Collected data entries
^^^^^^^^

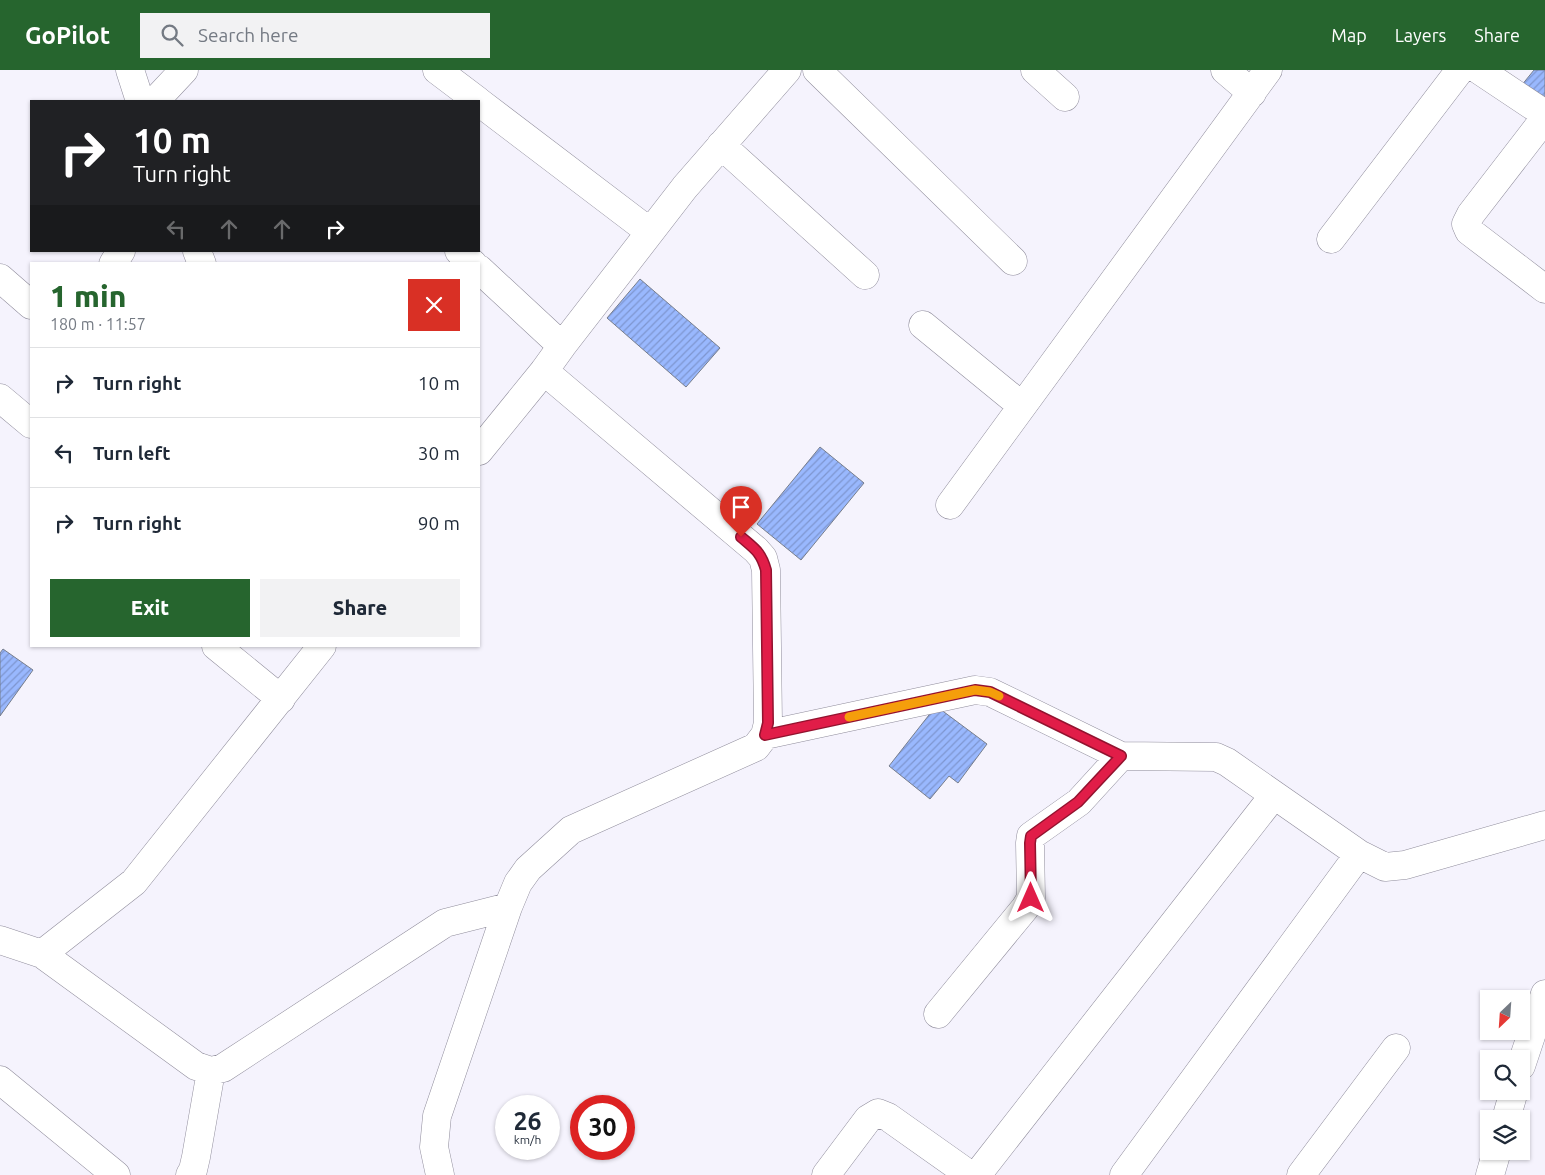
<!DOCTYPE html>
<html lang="en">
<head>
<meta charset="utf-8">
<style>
  :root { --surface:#fff; --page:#f2f2f3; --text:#1f2937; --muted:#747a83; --line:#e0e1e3; --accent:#26652e }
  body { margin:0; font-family:Ubuntu,sans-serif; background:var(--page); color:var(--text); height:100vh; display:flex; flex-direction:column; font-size:19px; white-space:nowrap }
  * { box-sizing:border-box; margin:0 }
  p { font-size:16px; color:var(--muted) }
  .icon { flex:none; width:28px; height:28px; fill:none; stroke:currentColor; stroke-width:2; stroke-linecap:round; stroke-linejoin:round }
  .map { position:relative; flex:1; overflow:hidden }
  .drawer { position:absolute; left:30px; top:192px; width:450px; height:385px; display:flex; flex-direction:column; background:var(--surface); border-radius:0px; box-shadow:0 1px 4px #0004 }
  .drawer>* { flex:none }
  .top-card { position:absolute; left:30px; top:30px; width:450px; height:152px; border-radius:0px; box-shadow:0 1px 4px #0004; background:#202124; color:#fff; overflow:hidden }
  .needle { width:32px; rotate:205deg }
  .fabs { position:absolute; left:1480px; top:920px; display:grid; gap:10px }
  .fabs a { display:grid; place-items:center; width:50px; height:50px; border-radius:0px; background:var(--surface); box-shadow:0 1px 4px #0004; font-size:25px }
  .speed { position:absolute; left:495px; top:1025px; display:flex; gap:10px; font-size:25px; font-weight:700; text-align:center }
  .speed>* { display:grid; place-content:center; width:65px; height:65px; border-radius:50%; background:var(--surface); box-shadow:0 1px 4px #0004; line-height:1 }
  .speed small { font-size:12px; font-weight:400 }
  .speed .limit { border:8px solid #d22; background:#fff; color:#111 }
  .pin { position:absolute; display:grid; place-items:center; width:42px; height:42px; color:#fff; margin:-51px -21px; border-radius:50% 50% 50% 0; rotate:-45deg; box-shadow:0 0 5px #0007 }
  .pin .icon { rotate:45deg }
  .me { position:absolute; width:55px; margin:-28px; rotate:0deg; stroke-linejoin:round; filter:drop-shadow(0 0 4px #0008) }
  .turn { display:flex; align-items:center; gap:18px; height:105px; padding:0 20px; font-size:22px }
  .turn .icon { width:65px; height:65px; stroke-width:2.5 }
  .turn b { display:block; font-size:35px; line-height:42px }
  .lanes { display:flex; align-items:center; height:48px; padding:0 20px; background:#0003; justify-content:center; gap:25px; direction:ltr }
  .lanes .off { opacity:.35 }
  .round { display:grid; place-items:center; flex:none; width:52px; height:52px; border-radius:0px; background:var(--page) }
  .summary { display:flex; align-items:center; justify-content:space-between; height:85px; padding:0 20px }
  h1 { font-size:30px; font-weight:800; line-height:38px; color:var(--accent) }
  .primary-button { display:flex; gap:10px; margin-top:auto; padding:10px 20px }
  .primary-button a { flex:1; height:58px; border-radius:0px; background:var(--accent); color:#fff; font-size:20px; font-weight:800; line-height:58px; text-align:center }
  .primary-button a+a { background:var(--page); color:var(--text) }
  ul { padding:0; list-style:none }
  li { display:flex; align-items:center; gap:15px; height:70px; padding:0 20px; border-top:1px solid var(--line) }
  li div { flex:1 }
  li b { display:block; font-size:19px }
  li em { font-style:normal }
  header { display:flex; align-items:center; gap:30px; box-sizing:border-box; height:70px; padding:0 25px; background:var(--accent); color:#fff }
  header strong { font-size:24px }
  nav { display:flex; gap:28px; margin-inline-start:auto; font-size:18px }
  .search { width:350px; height:45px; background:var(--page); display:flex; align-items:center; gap:12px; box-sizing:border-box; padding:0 18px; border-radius:0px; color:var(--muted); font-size:19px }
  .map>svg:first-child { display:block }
  .building { fill:url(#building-hatch); stroke:#777e8c }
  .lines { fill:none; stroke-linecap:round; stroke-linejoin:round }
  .street-casing { stroke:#908d9c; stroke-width:29 }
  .street { stroke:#fff; stroke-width:28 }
  .route-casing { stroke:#92132f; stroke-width:12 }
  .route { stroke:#e11d48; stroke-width:9 }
  .slow { stroke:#f59e0b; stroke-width:9 }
</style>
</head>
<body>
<header>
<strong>GoPilot</strong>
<div class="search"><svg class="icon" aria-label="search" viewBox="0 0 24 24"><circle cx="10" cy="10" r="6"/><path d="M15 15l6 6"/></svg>Search here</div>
<nav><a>Map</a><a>Layers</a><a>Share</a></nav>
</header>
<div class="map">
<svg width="1545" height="1105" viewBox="0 0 1545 1105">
  <defs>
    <pattern id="building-hatch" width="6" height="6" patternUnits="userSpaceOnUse" patternTransform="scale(1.25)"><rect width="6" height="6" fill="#99b8fe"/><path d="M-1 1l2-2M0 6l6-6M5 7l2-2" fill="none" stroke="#7e96cf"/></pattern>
  </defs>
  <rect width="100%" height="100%" fill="#f5f3fd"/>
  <path class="building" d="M 1534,0 L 1545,0 L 1545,36 L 1521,16 Z
    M 640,209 L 720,278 L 686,317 L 607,248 Z
    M 820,377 L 864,413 L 801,490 L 757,454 Z
    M 3,579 L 33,600 L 0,646 L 0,583 Z
    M 936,636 L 987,674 L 958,713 L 949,706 L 930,729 L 889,696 Z"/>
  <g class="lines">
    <g class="street-casing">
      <path id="street" d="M 130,0 L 140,31
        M 437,0 L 478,31
        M 817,0 L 1013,191
        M 1035,0 L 1065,27
        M 1225,0 L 1252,23
        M 1479,0 L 1545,44
        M 155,31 L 184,0
        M 479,32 L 650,162
        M 1545,48 L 1471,144 L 1466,154 L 1469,161 L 1545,219
        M 721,75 L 865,205
        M 1331,169 L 1460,0
        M 197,181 L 202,194
        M 459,181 L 473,194
        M 113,194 L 121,181
        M 479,199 L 562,276
        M 0,208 L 31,235
        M 923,255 L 1022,336
        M 0,328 L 31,354
        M 479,381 L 544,301 L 562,276 L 685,117 L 787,0
        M 950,435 L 1268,0
        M 216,576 L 281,629
        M 765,665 L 975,620 L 990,622 L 1121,686 L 1216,687 L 1227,692 L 1359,784 L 1385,797 L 1405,795 L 1545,755
        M 0,870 L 42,884 L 134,812 L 322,576
        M 42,884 L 196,996 L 211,1001 L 223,998 L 445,853 L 508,837
        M 938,944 L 1025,838 L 1031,828 L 1030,773 L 1031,766 L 1079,732 L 1121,686
        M 1521,996 L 1545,924
        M 0,1010 L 116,1105
        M 1506,1049 L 1514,1021
        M 190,1105 L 193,1100 L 196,1087 L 211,1001
        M 440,1105 L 434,1077 L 437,1046 L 508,837 L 518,813 L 528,799 L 571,760 L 756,677 L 765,665 L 768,653 L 766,500 L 763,488 L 756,480 L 544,301
        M 826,1105 L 868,1049 L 878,1043 L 888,1047 L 970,1105
        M 977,1105 L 1274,725
        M 1124,1105 L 1359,784
        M 1301,1105 L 1396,978
        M 1490,1105 L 1497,1081"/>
    </g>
    <use href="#street" class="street"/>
  </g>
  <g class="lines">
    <g class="route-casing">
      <path id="route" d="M 741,467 C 755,479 761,482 766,500 L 768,653 L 765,665 L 975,620 L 990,622 L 1121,686 L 1078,732 L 1031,766 L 1030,773 L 1031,828"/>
    </g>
    <use href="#route" class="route"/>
    <path class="slow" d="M 849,647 L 975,620 L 990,622 L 999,626"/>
  </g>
</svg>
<div class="fabs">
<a><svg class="needle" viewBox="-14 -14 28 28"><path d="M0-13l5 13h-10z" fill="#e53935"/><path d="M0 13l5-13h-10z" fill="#747a83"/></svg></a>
<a><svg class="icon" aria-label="search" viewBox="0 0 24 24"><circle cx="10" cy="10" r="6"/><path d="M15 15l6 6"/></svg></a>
<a><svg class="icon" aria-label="layers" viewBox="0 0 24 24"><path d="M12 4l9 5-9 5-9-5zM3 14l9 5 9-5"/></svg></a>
</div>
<div class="speed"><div>26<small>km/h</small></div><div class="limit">30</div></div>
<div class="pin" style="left:741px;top:467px;background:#d93025"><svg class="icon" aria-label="arrive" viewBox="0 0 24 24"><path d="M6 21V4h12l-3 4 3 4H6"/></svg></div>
<svg class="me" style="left:1031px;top:828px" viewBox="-20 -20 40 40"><path d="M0-17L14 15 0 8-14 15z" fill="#e11d48" stroke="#fff" stroke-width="4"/></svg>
<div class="top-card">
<div class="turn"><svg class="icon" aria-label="right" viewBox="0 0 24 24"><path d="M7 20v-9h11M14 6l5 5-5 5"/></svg><div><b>10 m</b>Turn right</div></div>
<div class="lanes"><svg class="icon off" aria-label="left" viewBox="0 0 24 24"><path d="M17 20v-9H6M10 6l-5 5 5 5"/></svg><svg class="icon off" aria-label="ahead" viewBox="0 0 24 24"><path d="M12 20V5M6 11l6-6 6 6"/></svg><svg class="icon off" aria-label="ahead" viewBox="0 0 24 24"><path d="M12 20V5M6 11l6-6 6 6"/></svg><svg class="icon" aria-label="right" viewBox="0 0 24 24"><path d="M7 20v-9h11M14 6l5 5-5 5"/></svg></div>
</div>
<section class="drawer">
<div class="summary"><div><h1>1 min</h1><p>180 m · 11:57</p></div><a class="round" style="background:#d93025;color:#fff"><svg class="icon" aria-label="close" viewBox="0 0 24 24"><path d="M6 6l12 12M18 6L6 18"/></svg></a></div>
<ul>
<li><svg class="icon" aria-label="right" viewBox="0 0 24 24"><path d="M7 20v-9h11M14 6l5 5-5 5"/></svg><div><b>Turn right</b></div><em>10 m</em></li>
<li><svg class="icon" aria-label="left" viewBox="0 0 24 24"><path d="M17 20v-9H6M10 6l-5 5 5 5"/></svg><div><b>Turn left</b></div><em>30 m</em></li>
<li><svg class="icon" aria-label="right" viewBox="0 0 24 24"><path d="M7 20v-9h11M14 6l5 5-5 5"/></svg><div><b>Turn right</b></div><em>90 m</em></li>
</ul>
<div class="primary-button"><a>Exit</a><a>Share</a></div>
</section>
</div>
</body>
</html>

^^^^^^^^

_YOUR ASSIGNMENT_.
Go to the line with "display:flex; gap:28px; margin-inline-start:auto;" in the entries above and repeat every line from there through the line with "width:350px; height:45px; background:var(--page);", exactly and with no other text.

_REPLY TO THE EXERCISE_.
  nav { display:flex; gap:28px; margin-inline-start:auto; font-size:18px }
  .search { width:350px; height:45px; background:var(--page); display:flex; align-items:center; gap:12px; box-sizing:border-box; padding:0 18px; border-radius:0px; color:var(--muted); font-size:19px }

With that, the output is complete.